To get back on route we ended up back tracking to the main highway. Thus, our 26 mile short day became a 50 mile day. To get to Floyd, we had to cross the Blue Ridge Parkway which meant a 6 mile climb, which for the last 2.5 miles had a 12 percent grade. Once we conquered this climb, we looked forward to a great down hill. However, there was none! We dropped some but had 5 miles of rolling hills to get to Floyd.
We stayed at the Hotel Floyd. It is a fantastic hotel that did not cost us any more than some of the less desirable hotels we stayed in. The rooms are spacious and have natural oak doors and trim. Each room was individually decorated by a different community group—i.e. a winery, music store, and the Crooked Road. All furnishings and art are local. Our room was the “holistic room”. Inside the room we found lotus blossom paintings, yoga pads, books, and other amenities that convey peacefulness. Check out Hotel Floyd’s web page for more details (www.hotelfloyd.com).

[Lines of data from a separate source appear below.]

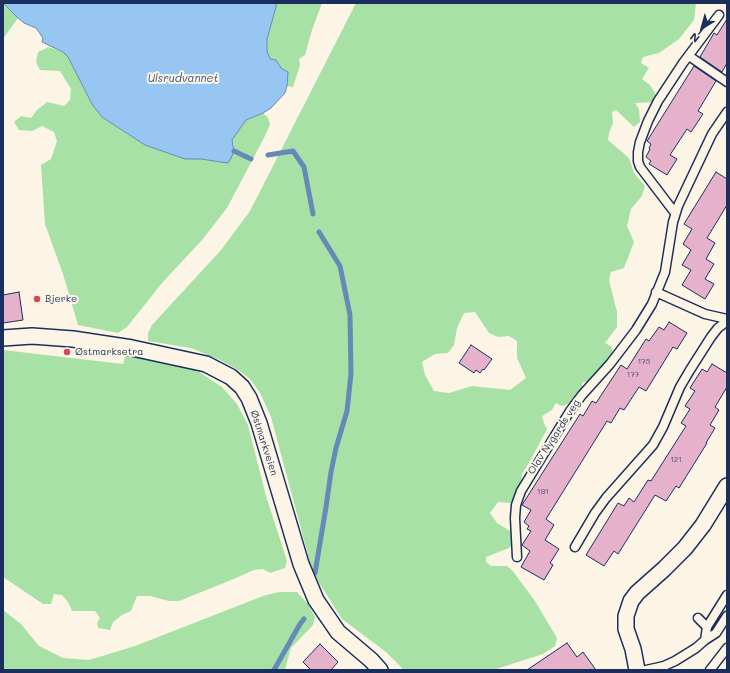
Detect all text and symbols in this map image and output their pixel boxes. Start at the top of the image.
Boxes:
north arrow [682,8,722,48]
text: N [687,29,702,46]
water label: Ulsrudvannet [148,72,218,86]
place label: Bjerke [45,293,77,305]
marker: Bjerke [32,294,42,304]
place label: Østmarksetra [75,346,143,358]
marker: Østmarksetra [62,347,72,357]
house number: 175 [638,357,650,367]
house number: 177 [627,370,639,380]
street label: Olav Nygards veg [525,397,583,477]
street label: Østmarkveien [248,409,280,477]
house number: 121 [670,455,682,465]
house number: 191 [537,487,549,497]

The hotel is shaped like an “L” with an open air amphitheater. At 5 p.m., we purchased dinner from a barbeque vendor set up in the parking lot and sat outside our room eating and listening to a local blue grass group. They played until 8 p.m., which was about the time our beer ran out. What a great climax to our day!
Arriving in Floyd, we were disappointed that we did not get a good downhill ride. However, leaving Floyd we were glad that we did not have that downhill and could easily get onto the Blue Ridge Parkway to head 50 miles north to Roanoke. The Parkway is scenic with minimal traffic and no commercial vehicles. We cycled lots of rolling hills and generally climbed until we got near Roanoke. The Parkway has many scenic overlooks but the most exciting thing we saw were 2 black bears crossing the highway not more than 25 feet in front of us. As we watched the first bear cross the Parkway, we complained that we just could not get our cameras out fast enough. Then the second bear crossed and we were once again caught off guard.
About 8 miles from Roanoke, the down hill from heaven started. We cruised down at 25-35 mph. After getting off the Parkway, we experienced about a half mile of very heavy traffic before getting on some city streets for our trip across town to our hotel. Later in the day, our friend Jenny, who was part of a 2002 trip across the United States, picked us up and took us to her home for dinner. It was a wonderful end to our journey.